I looked back at the six offenses from 2000 onward that averaged at least 475 yards a game — 2017, 2016, 2013, 2011, 2008 and 2007 — and saw what the guys who started on the line those years had going for them in terms of Rivals pedigree, previous starting experience and size profile.

For walk-ons, I counted them as 1-star, 4.9-rated prospects. For positions in which more than one player started during the year, I weighted by start. So, like, Pendleton’s 3 stars got counted 12 times for the left guard measure last year and Ploudre’s 1 star got counted once, then averaged over 13 games.

And, as I did this, I realized Rivals doesn’t have ratings on file for some of the older Mizzou signees (and, I suppose, signees in general?). So I took whatever stars they had and assigned them the lowest rating within that category, given that offensive linemen usually come in a little lower than skill position guys. And the Tigers tend to get lower-rated guys...because they don’t look at recruiting rankings...

Here’s what we got.


Avg. Starts — 9.97
LT — 10.3
LG — 13.7
C — 8.17
RG — 7.17
RT — 10.5

Avg. Stars/Rating — 2.70/5.46
LT — 2.83/5.54
LG — 2.36/5.34
C — 2.99/5.59
RG — 2.81/5.44
RT — 2.50/5.42

Avg. Ht./Wt. — 6-5/312
LT — 6-6/313
LG — 6-4/314
C — 6-4/306
RG — 6-4/311
RT — 6-7/318

So...what do we got here? On the Tigers’ six most successful offenses in the past 11 football seasons, it looks like left guard has been the most experience position going in, but the least “talented.” That’s where you’ve seen a Max Copeland or a Ryan Madison making their way. Center, meanwhile, comes in pretty low on the experience scale but pretty high on “talent,” or expected talent anyway. That’s where you see first- or second-year starters like Colon-Castillo or Evan Boehm.

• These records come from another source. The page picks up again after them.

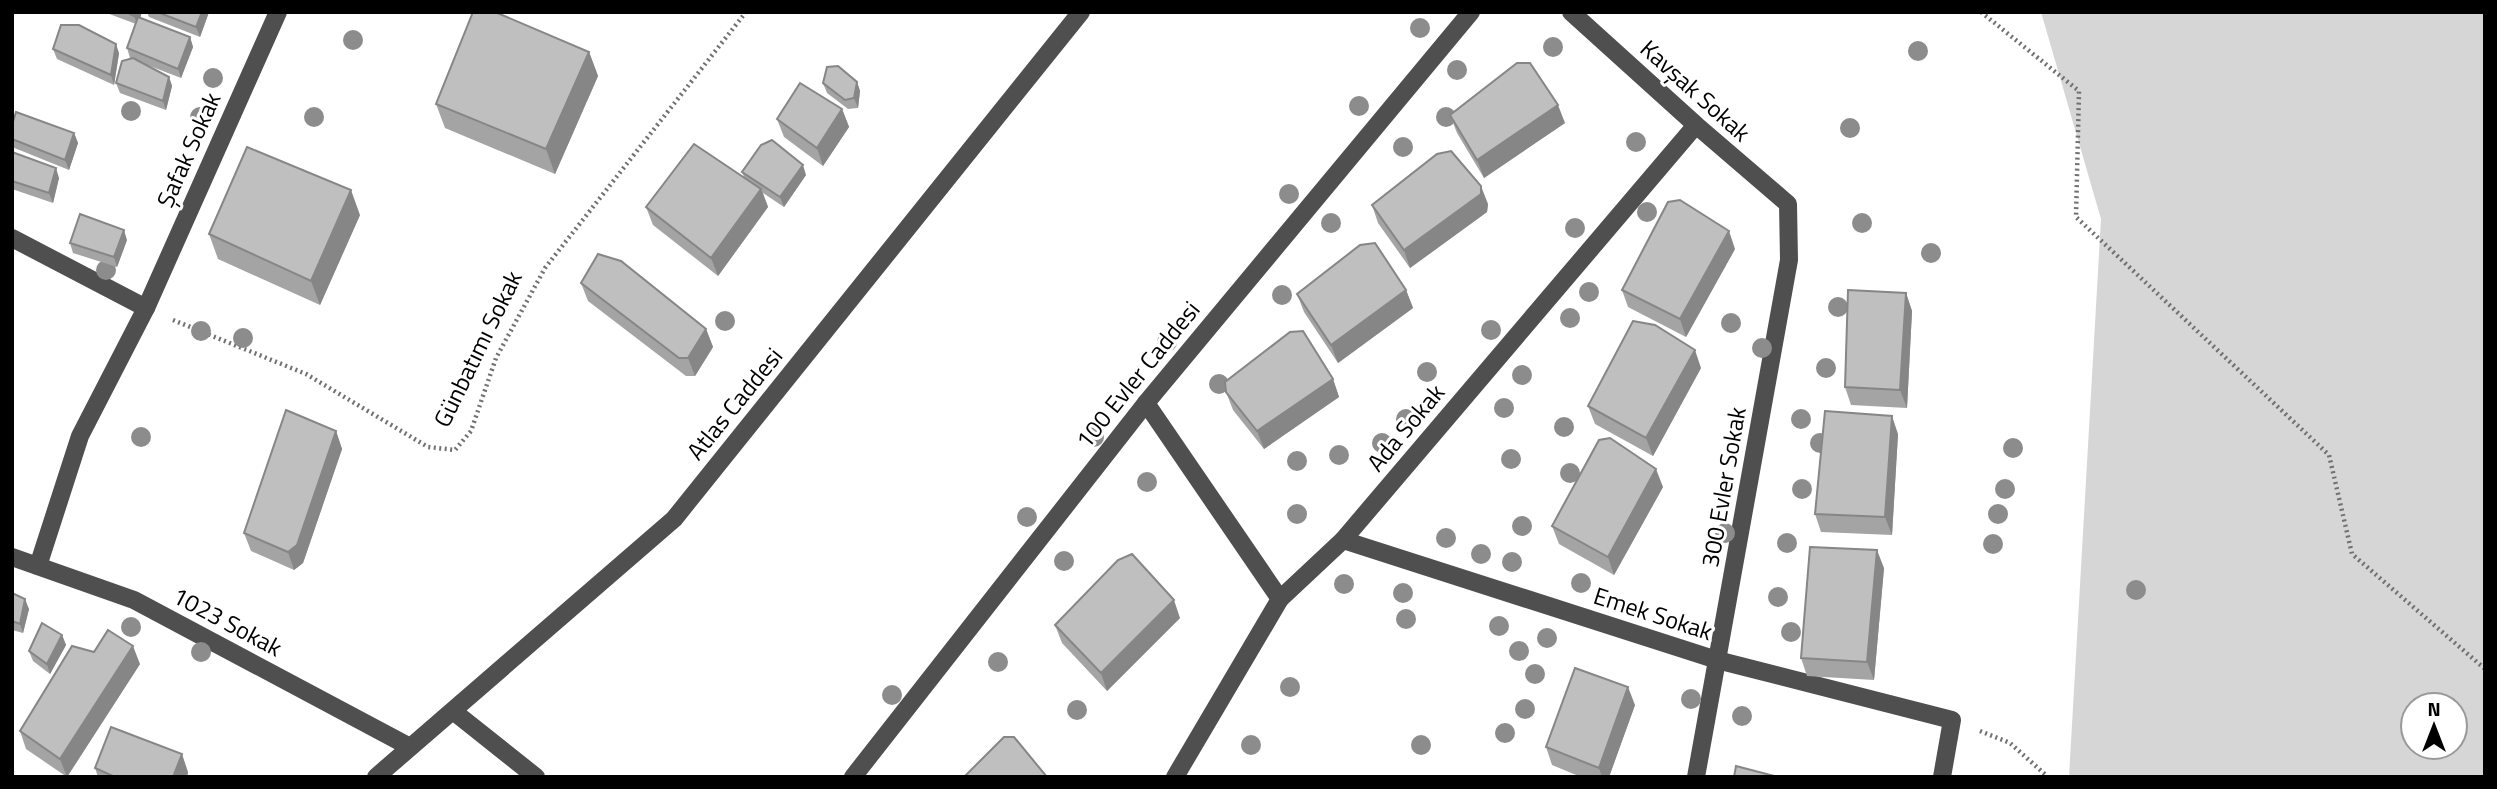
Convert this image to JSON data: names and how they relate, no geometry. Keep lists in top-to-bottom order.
{
  "streets": {
    "street": [
      "Kavşak Sokak",
      "Şafak Sokak",
      "100 Evler Caddesi",
      "Atlas Caddesi",
      "Ada Sokak",
      "300 Evler Sokak",
      "Emek Sokak",
      "1023 Sokak"
    ],
    "path": ["Günbatımı Sokak"]
  },
  "crossings": [
    ["Kavşak Sokak", "Ada Sokak"],
    ["Kavşak Sokak", "300 Evler Sokak"],
    ["Şafak Sokak", "Günbatımı Sokak"],
    ["Şafak Sokak", "1023 Sokak"],
    ["Atlas Caddesi", "1023 Sokak"],
    ["Ada Sokak", "Emek Sokak"],
    ["300 Evler Sokak", "Emek Sokak"]
  ],
  "north": "top"
}
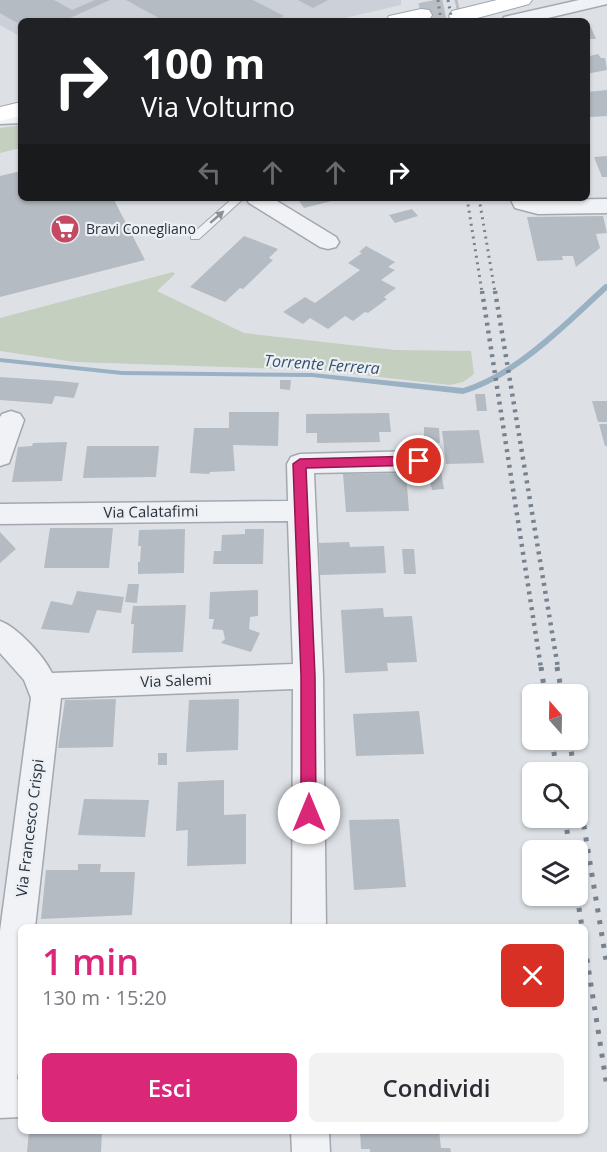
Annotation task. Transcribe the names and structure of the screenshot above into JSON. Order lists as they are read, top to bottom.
{
  "streets": {
    "street": ["Via Calatafimi", "Via Salemi", "Via Francesco Crispi"]
  },
  "crossings": [
    ["Via Salemi", "Via Francesco Crispi"]
  ],
  "water": ["Torrente Ferrera"],
  "places": {
    "supermarket": ["Bravi Conegliano"]
  },
  "north": "top",
  "page": {
    "turn": ["100 m", "Via Volturno"],
    "heading": ["1 min", "130 m · 15:20"],
    "buttons": ["Esci", "Condividi"]
  }
}
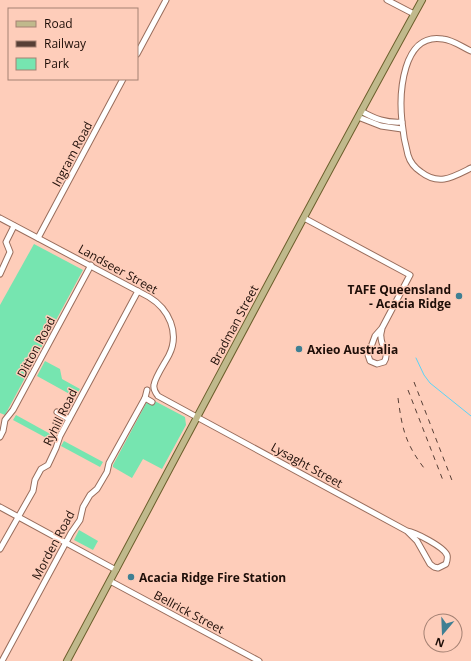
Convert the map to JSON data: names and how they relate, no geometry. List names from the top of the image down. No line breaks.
{"streets":{"main road":["Bradman Street"],"street":["Ingram Road","Landseer Street","Ditton Road","Ryhill Road","Lysaght Street","Morden Road","Bellrick Street"]},"crossings":[["Ingram Road","Landseer Street"],["Landseer Street","Bradman Street"],["Landseer Street","Ditton Road"],["Landseer Street","Ryhill Road"],["Landseer Street","Lysaght Street"],["Bradman Street","Lysaght Street"],["Bradman Street","Bellrick Street"]],"places":["TAFE Queensland - Acacia Ridge","Axieo Australia","Acacia Ridge Fire Station"],"legend":["Road","Railway","Park"],"north":"bottom"}
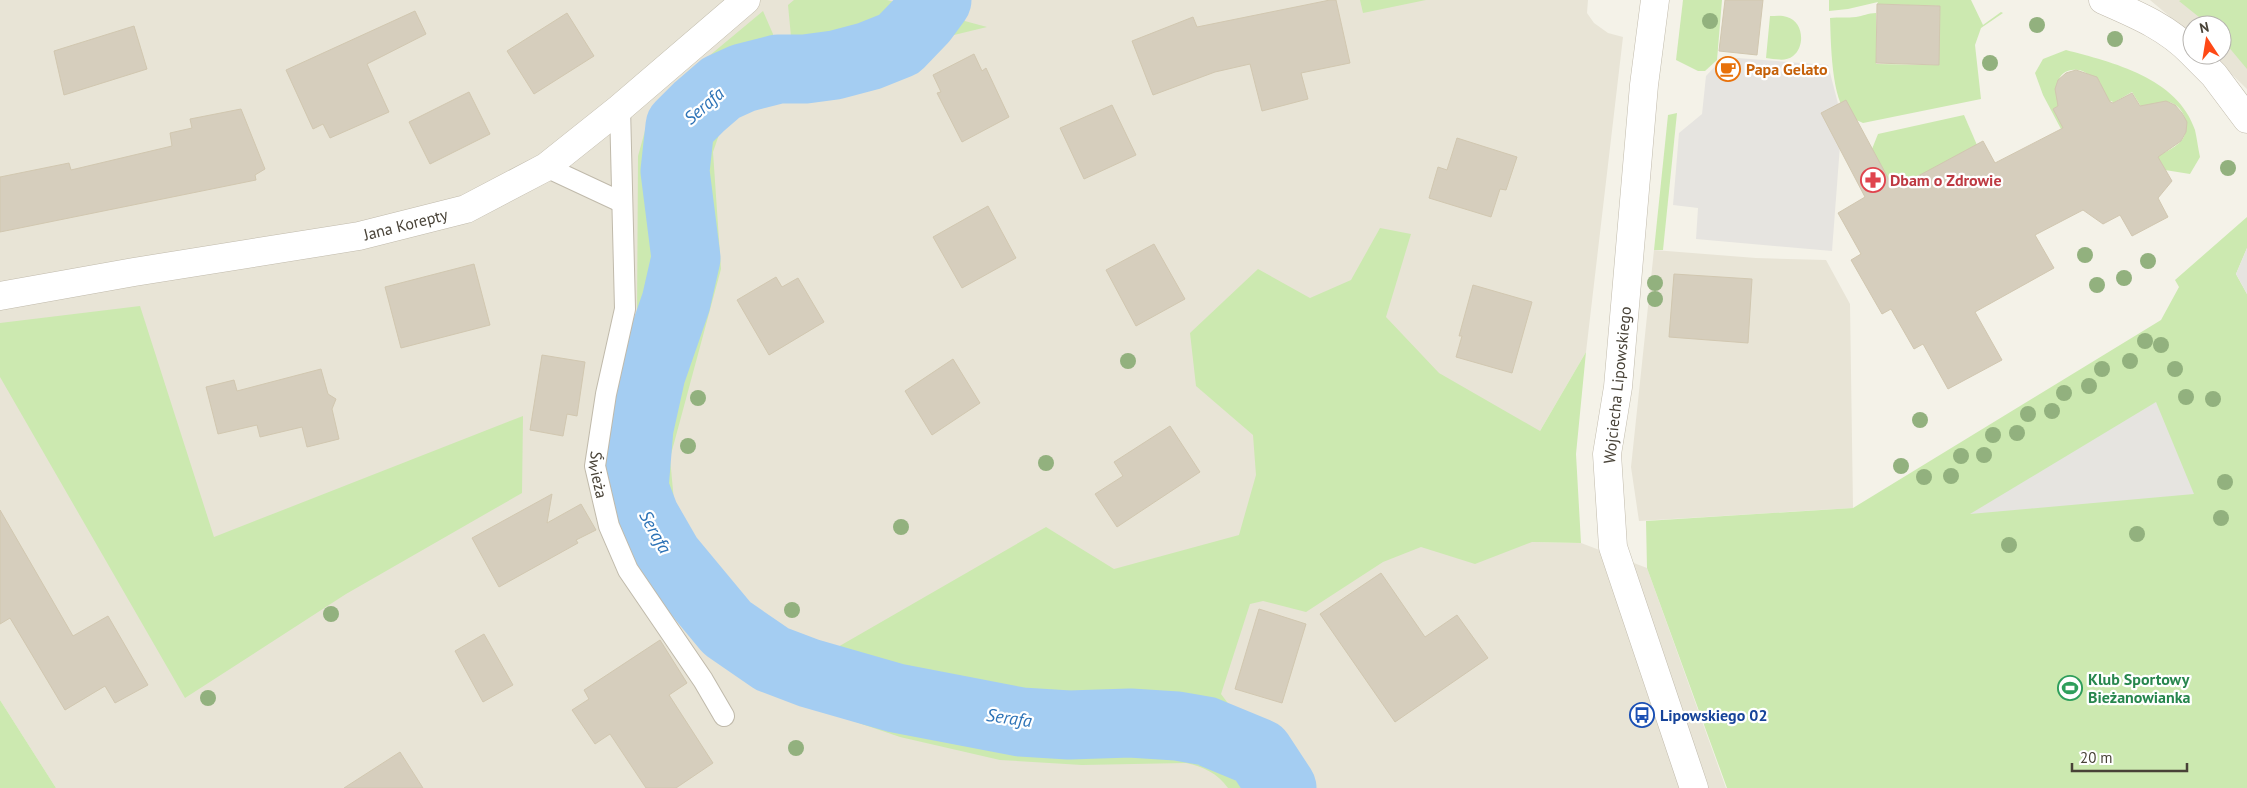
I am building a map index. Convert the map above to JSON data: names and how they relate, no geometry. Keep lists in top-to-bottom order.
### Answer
{
  "streets": {
    "street": ["Jana Korepty", "Wojciecha Lipowskiego"],
    "lane": ["Świeża"]
  },
  "crossings": [
    ["Jana Korepty", "Świeża"]
  ],
  "water": ["Serafa"],
  "places": {
    "cafe": ["Papa Gelato"],
    "pharmacy": ["Dbam o Zdrowie"],
    "sports": ["Klub Sportowy Bieżanowianka"],
    "bus stop": ["Lipowskiego 02"]
  },
  "scale_bar": "20 m",
  "north": "top"
}
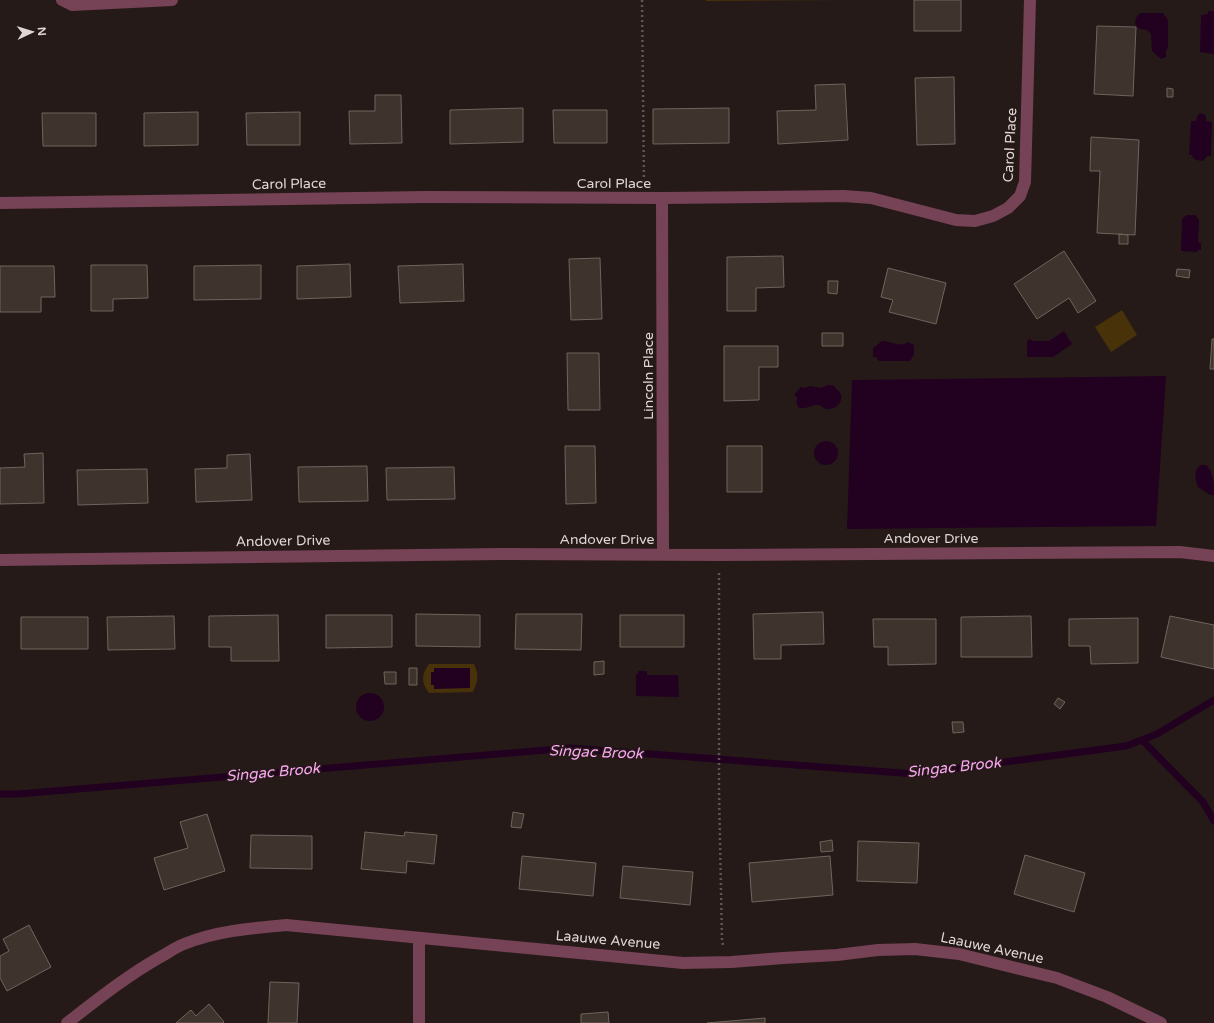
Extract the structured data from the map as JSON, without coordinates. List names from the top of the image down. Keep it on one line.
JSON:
{"streets":{"street":["Carol Place","Lincoln Place","Andover Drive","Laauwe Avenue"]},"crossings":[["Carol Place","Lincoln Place"],["Lincoln Place","Andover Drive"]],"water":["Singac Brook"],"north":"right"}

Obviously, there are exceptions. And six years isn’t a huge sample size. The 2016 line, for instance had, like, no experience and was under the averages for both stars and rating. And it still moved people. But it’s still a bit of a window into what has made the Tigers successful in recent years.

And how does the potential 2018 line stack up with all this? Very well, indeed.

Avg. Starts
2018 — 16.8
2007 — 16.4
2011 — 13.0
2013 — 11.2
2008 — 10.0
Avg. — 9.97
2017 — 8.60
2016 — 0.60

Avg. Stars/Rating
2011 — 3/5.6
2018 — 3/5.54
2017 — 2.97/5.53
2013 — 2.66/5.48
Avg. — 2.70/5.46
2016 — 2.55/5.44
2007 — 2.60/5.37
2008 — 2.40/5.36

Avg. Ht/Wt
2018 — 6-5/328
2017 — 6-5/327
2016 — 6-5/315
Avg. — 6-5/312
2007 — 6-6/311
2008 — 6-5/309
2013 — 6-5/309
2011 — 6-5/303

So, the biggest, most experienced and almost the most highly rated of any of the most successful lines of the past 11 years. Yes, I’d say you’d be right to be geeked about the possibilities of this group, Missouri fans.

One thing these other lines all had in common, though, that we can’t account for: continuity. All of them started, at most, seven guys over the course of the year. That was 2017 and 2016. 2013 started six, as did 2011 and 2007. 2008 started five guys the whole year.

Will this line stay healthy and playing at a high level, so as to stave off benchings? If so, could be in for something special.